Los personajes crecen en un instante y envejecen en un solo gesto
En esta función no hay tiempo para nada. Agustín, hijo de Roberto, planea una reforma de la casa que jamás acometerá. Su primogénito apenas ha acabado de nacer, cuando ya es llamado a filas ante el estallido de la I Guerra Mundial: por la forma en que sus mayores le miran al partir, adivinamos que no volverá. Los personajes nacen, crecen en un instante, envejecen con un solo gesto bien definido (empujando sus gafas hasta la punta de la nariz, acomodándose el pelo de la sien, que aparece teñido de blanco al retirar la mano) y mueren en cuanto simpatizamos con ellos.
Como La herida del tiempo (1937), de Priestley, y probablemente Vida del hombre (1908), de Andreev, La larga cena de Navidad está inspirada en La cuarta dimensión (1908), ensayo donde Piotr Demianovich Ouspensky sugiere que el cuerpo cuatridimensional vendría a ser la repetición infinita del cuerpo en el espacio. Según sus teorías, que hicieron época, nada nace y muere: las cosas se nos representan finitas porque, debido a nuestras limitaciones perceptivas, no vemos sino sus secciones, pero todo preexiste y sigue existiendo. La muerte es para Ouspensky mera salida del campo visual.
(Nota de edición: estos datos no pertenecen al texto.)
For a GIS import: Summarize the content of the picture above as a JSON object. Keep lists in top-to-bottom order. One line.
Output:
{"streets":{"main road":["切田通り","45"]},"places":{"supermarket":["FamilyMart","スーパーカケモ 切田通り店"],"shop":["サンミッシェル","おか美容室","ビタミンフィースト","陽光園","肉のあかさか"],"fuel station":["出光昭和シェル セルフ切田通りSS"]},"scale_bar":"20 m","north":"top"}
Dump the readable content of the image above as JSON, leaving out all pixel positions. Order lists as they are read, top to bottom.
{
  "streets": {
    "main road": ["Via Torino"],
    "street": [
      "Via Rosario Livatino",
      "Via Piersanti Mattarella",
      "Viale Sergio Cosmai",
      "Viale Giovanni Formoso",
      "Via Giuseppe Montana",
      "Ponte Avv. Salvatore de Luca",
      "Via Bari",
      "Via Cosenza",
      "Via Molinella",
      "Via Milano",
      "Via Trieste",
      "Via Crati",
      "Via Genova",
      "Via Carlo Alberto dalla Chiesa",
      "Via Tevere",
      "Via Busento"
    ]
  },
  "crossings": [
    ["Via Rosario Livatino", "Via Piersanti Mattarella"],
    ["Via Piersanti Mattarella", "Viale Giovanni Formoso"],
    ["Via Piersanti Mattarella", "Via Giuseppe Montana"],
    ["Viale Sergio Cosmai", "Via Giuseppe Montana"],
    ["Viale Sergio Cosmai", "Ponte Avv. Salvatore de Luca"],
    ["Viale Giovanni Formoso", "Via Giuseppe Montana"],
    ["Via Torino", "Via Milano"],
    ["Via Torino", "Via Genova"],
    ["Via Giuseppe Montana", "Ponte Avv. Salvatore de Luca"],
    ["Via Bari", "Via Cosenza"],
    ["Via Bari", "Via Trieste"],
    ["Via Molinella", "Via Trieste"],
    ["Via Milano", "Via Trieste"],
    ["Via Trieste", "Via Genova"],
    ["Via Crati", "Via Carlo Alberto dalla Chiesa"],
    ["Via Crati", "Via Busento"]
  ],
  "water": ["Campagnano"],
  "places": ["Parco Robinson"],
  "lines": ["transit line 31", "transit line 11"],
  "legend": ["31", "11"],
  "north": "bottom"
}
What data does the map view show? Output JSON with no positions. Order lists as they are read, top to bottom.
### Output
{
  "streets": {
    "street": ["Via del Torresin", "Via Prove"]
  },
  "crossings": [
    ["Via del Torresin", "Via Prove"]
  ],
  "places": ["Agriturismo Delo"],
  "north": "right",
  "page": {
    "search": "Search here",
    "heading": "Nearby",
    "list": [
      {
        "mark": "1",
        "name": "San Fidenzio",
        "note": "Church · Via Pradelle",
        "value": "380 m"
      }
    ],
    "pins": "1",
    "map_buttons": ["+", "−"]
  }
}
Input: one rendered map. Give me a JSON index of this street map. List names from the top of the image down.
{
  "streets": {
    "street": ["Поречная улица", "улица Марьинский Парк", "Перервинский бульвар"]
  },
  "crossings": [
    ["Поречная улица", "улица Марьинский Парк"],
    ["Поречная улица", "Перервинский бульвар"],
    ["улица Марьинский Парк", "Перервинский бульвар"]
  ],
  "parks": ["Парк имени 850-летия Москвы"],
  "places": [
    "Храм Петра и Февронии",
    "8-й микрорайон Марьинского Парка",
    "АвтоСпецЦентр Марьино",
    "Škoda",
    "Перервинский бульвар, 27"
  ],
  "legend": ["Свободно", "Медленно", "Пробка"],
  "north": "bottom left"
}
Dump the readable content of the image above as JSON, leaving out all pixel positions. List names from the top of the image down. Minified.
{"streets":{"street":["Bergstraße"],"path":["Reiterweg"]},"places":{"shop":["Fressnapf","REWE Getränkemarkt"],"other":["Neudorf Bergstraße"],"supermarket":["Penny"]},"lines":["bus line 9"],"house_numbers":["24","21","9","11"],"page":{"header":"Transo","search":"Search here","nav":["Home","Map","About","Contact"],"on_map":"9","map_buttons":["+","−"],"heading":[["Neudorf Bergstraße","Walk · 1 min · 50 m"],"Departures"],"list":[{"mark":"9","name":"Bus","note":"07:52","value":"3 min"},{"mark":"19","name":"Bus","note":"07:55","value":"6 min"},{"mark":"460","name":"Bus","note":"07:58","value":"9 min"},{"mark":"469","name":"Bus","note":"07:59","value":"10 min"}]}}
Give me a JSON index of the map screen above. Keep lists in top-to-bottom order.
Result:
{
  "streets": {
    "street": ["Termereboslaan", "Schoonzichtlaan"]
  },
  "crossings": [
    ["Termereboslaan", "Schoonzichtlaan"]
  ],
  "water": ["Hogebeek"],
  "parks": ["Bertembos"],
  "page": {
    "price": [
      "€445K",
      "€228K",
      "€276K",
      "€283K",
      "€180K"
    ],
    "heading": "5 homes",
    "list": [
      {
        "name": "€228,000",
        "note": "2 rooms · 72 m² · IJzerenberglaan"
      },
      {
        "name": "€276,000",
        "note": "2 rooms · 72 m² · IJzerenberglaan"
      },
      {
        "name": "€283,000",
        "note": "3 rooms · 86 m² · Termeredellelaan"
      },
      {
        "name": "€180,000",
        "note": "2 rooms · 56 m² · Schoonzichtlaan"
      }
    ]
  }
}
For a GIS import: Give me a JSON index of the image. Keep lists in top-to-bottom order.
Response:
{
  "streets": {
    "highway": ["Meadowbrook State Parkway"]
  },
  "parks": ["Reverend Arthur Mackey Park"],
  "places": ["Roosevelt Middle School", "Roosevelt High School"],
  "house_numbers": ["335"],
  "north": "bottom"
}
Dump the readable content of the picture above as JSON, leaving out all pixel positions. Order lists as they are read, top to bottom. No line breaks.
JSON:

Juan Pastor sirve la obra en una puesta en escena teñida de humor y de mágica melancolía. Sus espectrales protagonistas, transmisores de gestos, frases y ritos heredados, se mueven como en las pantomimas de antaño, con la expresividad exagerada de los actores de burlesque. En la interpretación coral, cada uno de los 12 actores tiene su luz: sería injusto destacar a alguno sobre los demás, aunque ver al propio Pastor ejerciendo su magisterio en un papel de reparto tiene un significado especial. Estupendos, la iluminación irreal de Pablo Jaenicke y el vestuario de época auténtico, extraído por Teresa Valentín-Gamazo del fondo de armario familiar. A la versión castellana de este espectáculo con encanto, tan elaborado en lo escénico, le vendría bien una revisión de tiempos verbales y de alguna expresión aislada que suena a inglés traducido. Divertida y oportuna, la coda musical, dirigida por Noemí Irisarri.
William Layton, maestro de varias generaciones de actores y directores, encomendó a Pastor que montara esta obra poco antes de morir: su repetición (esta es su cuarta temporada) cierra un círculo simbólico.